→ **Task to carry out**: Filter the entries, keeping every line with the string "blocks".

→ **Supplied material**:
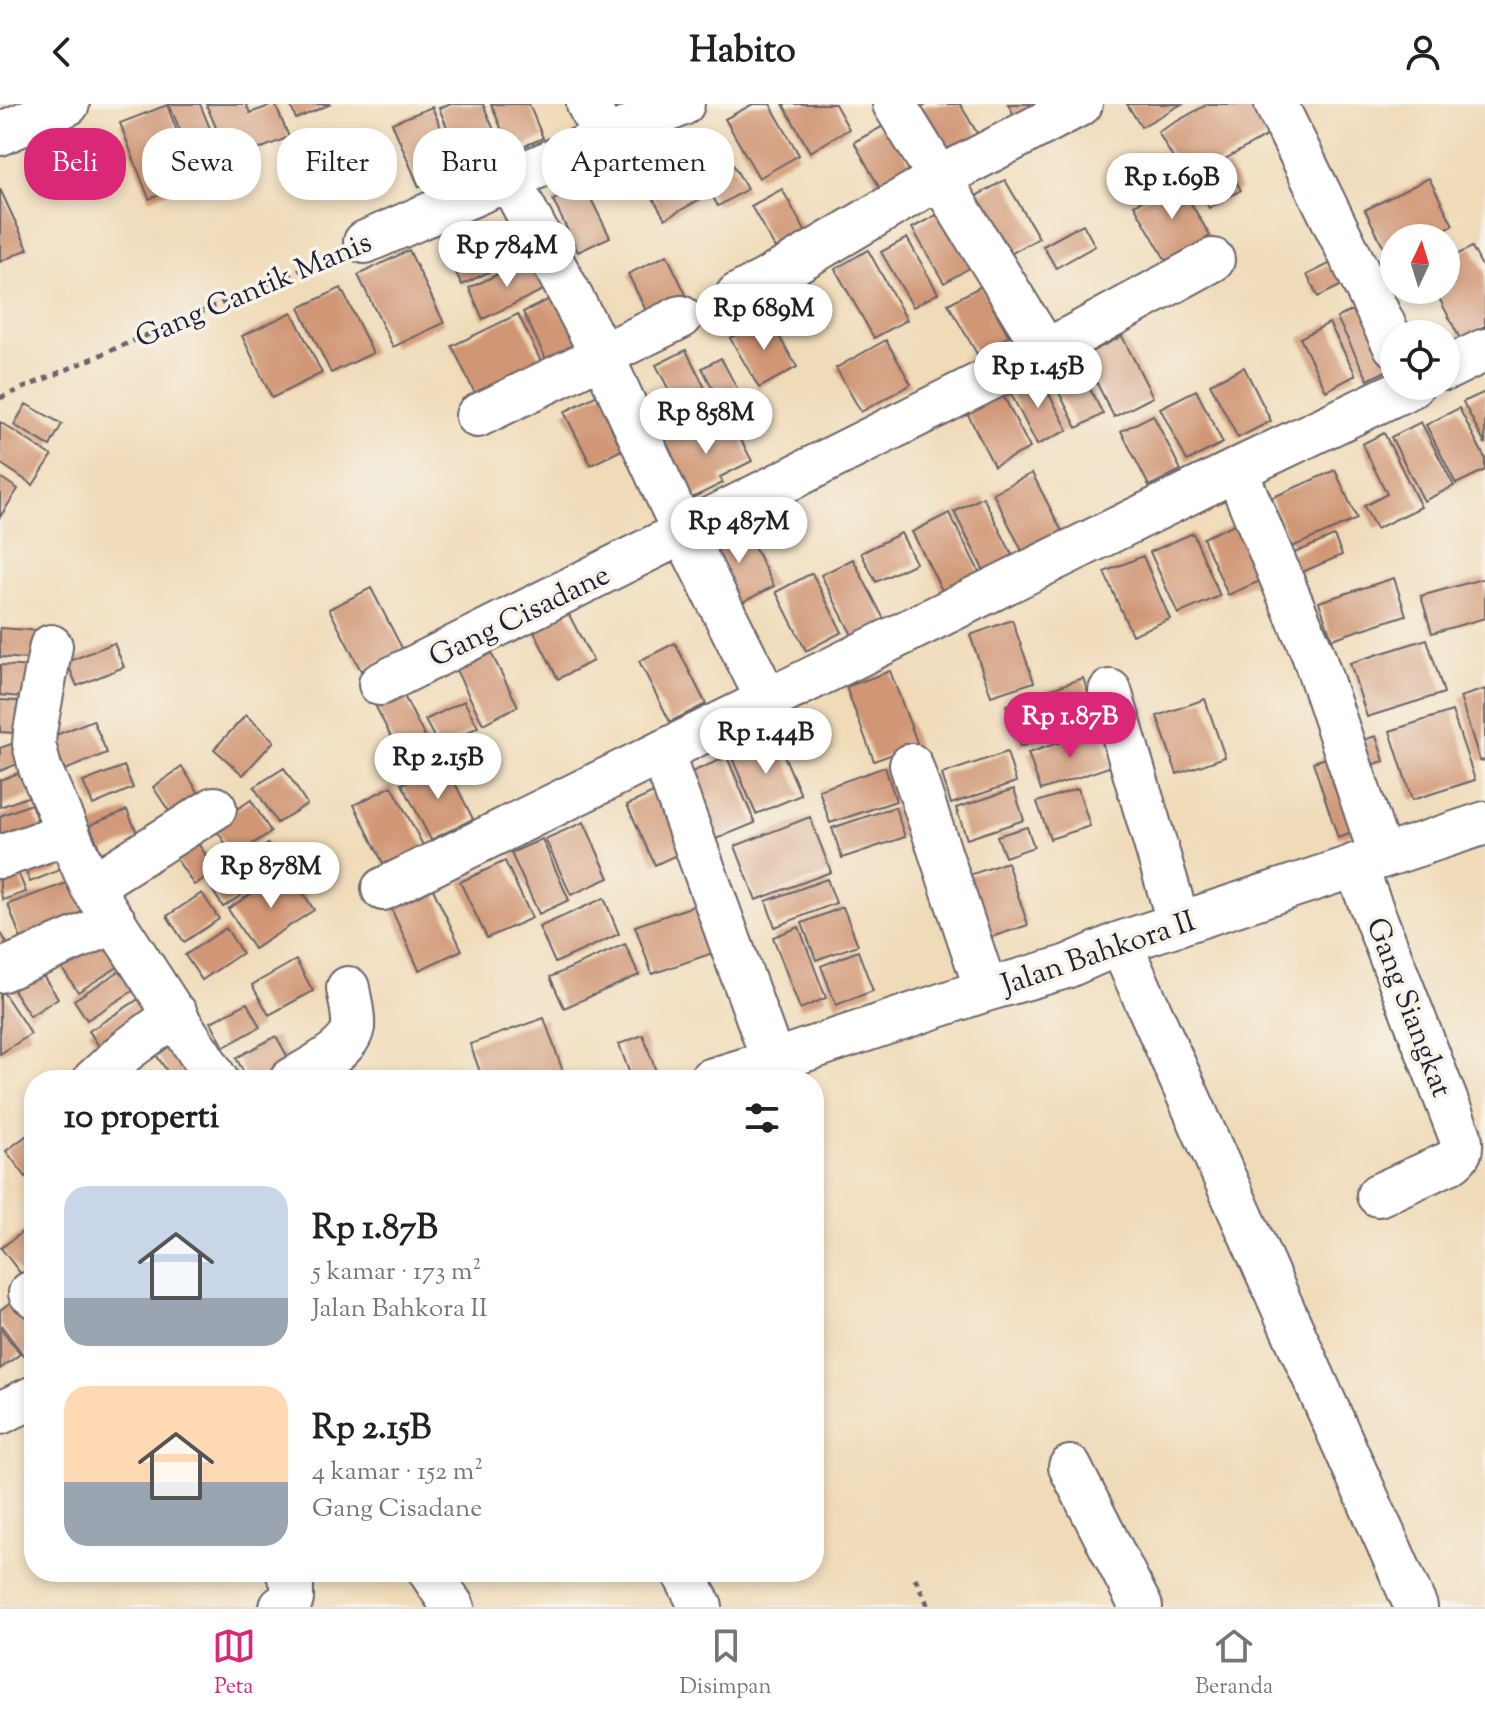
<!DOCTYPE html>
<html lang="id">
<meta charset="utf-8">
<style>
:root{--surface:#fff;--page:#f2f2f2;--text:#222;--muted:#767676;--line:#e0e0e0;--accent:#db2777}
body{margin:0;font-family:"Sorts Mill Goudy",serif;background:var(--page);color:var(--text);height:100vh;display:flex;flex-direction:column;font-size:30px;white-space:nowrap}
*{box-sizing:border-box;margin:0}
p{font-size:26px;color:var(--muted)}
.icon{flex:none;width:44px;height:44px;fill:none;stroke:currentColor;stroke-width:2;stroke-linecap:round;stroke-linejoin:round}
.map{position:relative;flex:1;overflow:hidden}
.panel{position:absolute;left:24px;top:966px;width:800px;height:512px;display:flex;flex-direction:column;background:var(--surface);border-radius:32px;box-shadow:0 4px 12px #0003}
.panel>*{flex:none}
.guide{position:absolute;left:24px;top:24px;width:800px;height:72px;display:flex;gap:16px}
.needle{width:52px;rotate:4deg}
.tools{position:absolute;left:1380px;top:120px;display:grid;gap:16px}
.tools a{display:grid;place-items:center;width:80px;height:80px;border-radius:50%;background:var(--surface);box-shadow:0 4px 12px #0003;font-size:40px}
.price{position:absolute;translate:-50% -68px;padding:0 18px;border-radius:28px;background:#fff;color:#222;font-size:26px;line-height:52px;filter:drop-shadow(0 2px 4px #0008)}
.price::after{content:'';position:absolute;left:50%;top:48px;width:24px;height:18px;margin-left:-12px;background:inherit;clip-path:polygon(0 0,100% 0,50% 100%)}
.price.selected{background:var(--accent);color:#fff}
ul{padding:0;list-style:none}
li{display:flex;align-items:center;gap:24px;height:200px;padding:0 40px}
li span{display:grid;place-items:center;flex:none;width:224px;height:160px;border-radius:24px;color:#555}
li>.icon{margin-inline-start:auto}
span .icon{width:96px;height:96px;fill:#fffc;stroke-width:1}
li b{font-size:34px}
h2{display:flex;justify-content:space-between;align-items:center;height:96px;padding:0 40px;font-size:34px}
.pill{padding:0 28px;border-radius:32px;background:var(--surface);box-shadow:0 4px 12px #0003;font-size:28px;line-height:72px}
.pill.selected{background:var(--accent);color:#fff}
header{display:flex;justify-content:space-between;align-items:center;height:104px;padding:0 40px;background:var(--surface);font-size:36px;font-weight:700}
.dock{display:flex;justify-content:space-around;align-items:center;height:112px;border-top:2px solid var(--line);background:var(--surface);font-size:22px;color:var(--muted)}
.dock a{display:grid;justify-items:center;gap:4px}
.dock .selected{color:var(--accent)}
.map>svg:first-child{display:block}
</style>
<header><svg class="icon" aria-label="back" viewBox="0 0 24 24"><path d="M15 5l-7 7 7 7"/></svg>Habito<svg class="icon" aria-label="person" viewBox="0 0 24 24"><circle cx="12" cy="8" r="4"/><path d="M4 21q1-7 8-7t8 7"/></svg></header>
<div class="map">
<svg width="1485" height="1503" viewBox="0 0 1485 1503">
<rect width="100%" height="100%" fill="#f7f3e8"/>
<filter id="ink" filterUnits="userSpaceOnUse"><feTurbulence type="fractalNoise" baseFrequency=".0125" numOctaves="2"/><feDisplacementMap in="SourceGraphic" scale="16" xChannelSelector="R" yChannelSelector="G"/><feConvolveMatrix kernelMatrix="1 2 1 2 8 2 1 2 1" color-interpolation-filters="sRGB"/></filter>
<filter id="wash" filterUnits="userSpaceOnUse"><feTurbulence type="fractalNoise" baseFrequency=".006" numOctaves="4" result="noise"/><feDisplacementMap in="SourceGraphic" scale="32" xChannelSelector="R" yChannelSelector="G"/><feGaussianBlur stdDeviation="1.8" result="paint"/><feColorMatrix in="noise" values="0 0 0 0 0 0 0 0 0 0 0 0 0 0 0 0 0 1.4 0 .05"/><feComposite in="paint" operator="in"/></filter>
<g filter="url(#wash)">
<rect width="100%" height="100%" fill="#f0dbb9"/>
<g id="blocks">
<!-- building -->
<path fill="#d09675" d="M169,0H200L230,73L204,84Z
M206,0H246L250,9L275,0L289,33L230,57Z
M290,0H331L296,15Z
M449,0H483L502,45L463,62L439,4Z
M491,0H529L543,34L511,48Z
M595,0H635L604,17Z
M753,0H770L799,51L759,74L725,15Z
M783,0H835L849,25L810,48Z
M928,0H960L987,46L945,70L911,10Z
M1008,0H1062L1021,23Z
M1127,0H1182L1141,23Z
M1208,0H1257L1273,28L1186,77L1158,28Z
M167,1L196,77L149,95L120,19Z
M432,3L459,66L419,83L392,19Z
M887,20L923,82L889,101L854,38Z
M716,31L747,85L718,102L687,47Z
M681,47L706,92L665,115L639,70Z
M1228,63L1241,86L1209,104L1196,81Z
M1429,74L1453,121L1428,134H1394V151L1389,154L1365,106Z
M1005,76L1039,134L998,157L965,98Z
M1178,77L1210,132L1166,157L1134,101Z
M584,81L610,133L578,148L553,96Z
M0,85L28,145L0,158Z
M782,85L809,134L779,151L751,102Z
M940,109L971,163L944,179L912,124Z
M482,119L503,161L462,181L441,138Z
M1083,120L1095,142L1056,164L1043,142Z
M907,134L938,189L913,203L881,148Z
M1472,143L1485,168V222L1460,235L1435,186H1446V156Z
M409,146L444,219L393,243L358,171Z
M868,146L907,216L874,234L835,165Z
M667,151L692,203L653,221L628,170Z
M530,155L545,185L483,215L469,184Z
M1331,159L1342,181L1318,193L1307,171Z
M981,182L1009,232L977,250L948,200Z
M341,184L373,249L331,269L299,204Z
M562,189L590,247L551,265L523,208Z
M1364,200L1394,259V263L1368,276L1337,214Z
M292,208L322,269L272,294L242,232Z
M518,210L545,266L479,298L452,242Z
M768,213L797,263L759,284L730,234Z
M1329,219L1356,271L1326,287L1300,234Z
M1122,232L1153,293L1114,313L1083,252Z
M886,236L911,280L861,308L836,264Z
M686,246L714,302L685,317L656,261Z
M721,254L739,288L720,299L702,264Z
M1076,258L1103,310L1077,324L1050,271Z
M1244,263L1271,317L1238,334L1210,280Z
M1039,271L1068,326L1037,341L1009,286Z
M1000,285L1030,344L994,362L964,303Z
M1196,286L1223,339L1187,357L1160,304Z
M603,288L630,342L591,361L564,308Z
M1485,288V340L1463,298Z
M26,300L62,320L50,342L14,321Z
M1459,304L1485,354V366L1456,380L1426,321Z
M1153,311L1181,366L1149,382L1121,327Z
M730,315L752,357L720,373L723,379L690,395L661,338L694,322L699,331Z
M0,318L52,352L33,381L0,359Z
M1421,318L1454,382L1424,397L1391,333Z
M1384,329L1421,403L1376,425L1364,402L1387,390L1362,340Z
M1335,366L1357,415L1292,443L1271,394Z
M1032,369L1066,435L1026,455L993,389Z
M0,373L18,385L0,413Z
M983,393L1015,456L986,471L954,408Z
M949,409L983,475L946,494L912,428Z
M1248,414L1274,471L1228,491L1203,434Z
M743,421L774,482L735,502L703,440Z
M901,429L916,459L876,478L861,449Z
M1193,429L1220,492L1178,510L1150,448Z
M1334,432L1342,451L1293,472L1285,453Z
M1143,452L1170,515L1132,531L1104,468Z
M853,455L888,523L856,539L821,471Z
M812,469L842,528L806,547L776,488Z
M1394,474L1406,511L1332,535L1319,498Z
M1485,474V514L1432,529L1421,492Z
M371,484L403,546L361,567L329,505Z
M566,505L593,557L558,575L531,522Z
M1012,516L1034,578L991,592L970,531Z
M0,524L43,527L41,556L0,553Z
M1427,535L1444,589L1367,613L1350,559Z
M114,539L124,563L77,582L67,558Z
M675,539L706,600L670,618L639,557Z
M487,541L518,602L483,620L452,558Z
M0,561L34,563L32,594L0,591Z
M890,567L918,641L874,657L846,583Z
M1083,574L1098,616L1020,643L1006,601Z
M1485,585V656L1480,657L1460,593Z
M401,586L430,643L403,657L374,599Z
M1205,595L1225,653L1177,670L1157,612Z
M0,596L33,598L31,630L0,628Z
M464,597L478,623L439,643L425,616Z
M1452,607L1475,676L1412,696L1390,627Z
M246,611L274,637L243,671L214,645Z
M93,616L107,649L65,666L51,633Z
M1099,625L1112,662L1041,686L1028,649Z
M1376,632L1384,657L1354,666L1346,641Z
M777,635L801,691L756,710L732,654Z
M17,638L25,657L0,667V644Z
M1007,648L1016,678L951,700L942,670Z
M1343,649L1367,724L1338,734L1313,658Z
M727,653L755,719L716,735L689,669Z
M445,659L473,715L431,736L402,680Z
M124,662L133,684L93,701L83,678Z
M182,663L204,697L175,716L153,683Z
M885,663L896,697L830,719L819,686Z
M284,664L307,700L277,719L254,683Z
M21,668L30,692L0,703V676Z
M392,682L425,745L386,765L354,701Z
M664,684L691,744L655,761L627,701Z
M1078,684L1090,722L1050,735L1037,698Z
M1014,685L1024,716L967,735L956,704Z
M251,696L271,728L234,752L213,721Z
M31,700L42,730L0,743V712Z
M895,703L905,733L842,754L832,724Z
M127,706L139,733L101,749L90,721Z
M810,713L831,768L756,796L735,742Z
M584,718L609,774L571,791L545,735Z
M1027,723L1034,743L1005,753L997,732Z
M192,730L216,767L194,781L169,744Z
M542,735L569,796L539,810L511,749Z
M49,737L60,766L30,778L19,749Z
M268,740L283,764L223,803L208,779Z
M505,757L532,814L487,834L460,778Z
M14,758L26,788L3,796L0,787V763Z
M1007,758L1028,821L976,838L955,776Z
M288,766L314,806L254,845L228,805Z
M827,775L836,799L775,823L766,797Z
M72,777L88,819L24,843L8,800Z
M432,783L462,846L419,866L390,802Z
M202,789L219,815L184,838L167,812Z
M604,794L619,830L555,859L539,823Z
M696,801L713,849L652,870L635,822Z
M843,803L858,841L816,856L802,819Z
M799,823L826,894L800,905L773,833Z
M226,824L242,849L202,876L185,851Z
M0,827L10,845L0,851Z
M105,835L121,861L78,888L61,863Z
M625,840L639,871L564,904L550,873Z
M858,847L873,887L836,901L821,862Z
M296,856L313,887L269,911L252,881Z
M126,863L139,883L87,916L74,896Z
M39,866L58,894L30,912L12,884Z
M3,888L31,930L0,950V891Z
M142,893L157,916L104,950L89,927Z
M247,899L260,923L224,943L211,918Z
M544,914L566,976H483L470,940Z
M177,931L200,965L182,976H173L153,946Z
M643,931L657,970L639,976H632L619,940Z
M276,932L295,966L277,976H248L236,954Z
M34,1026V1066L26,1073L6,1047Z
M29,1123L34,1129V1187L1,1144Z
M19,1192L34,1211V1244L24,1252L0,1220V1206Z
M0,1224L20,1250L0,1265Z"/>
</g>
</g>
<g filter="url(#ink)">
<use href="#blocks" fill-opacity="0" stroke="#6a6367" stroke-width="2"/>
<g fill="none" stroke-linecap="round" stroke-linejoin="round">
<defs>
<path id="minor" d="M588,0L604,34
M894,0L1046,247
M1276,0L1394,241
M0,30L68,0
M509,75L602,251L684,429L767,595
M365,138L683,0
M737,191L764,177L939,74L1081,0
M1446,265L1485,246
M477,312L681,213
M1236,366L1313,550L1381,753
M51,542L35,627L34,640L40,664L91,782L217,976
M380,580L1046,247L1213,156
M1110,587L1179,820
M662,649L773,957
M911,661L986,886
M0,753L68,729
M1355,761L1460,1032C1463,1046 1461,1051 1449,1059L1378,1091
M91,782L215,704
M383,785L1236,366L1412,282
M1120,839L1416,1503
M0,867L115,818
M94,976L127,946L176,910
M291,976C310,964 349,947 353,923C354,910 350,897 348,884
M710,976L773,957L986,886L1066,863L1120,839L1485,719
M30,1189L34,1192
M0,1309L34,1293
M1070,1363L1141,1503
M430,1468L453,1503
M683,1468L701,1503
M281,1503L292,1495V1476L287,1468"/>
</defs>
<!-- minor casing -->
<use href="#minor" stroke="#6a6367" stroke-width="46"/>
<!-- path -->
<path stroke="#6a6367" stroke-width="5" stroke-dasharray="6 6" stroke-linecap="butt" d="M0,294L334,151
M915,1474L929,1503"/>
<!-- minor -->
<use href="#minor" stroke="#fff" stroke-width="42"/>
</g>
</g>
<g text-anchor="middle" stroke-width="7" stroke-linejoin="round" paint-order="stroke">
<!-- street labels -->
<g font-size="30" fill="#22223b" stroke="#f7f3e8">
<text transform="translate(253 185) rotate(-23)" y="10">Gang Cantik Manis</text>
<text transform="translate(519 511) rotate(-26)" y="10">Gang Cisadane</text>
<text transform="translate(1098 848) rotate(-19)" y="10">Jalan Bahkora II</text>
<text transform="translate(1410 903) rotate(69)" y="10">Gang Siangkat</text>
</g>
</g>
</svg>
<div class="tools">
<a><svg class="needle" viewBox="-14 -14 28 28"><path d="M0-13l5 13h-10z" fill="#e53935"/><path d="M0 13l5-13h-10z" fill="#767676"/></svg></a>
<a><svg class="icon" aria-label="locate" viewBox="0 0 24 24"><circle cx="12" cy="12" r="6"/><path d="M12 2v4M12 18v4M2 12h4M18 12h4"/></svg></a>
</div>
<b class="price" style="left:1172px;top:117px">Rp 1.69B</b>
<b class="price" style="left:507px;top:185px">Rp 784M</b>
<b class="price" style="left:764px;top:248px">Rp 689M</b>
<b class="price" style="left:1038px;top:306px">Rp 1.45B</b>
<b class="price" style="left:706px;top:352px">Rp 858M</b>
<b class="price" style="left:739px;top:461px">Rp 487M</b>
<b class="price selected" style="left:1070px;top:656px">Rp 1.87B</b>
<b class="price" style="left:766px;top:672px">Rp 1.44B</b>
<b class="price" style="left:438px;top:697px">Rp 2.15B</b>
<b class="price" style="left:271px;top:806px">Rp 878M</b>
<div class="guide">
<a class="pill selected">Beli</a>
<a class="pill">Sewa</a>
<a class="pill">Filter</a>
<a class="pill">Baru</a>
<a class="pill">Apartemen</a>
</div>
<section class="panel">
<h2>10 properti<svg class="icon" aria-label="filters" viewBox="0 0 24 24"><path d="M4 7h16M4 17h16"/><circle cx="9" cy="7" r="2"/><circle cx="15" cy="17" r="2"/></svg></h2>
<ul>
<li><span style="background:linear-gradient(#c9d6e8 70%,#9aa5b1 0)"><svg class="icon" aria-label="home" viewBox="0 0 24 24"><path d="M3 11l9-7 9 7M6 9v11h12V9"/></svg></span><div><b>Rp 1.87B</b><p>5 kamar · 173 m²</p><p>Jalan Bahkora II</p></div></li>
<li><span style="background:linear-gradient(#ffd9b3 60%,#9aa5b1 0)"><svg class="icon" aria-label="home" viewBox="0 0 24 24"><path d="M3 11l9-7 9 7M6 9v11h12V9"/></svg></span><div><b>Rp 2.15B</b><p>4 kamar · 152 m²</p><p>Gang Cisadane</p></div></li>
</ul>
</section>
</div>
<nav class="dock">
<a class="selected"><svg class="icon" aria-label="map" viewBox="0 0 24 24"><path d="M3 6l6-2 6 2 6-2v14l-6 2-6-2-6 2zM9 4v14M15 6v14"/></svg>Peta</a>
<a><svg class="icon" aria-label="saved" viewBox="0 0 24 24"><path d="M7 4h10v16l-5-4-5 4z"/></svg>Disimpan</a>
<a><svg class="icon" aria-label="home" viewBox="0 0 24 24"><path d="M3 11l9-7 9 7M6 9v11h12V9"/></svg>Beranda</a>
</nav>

→ **Output for this exercise**:
<g id="blocks">
<use href="#blocks" fill-opacity="0" stroke="#6a6367" stroke-width="2"/>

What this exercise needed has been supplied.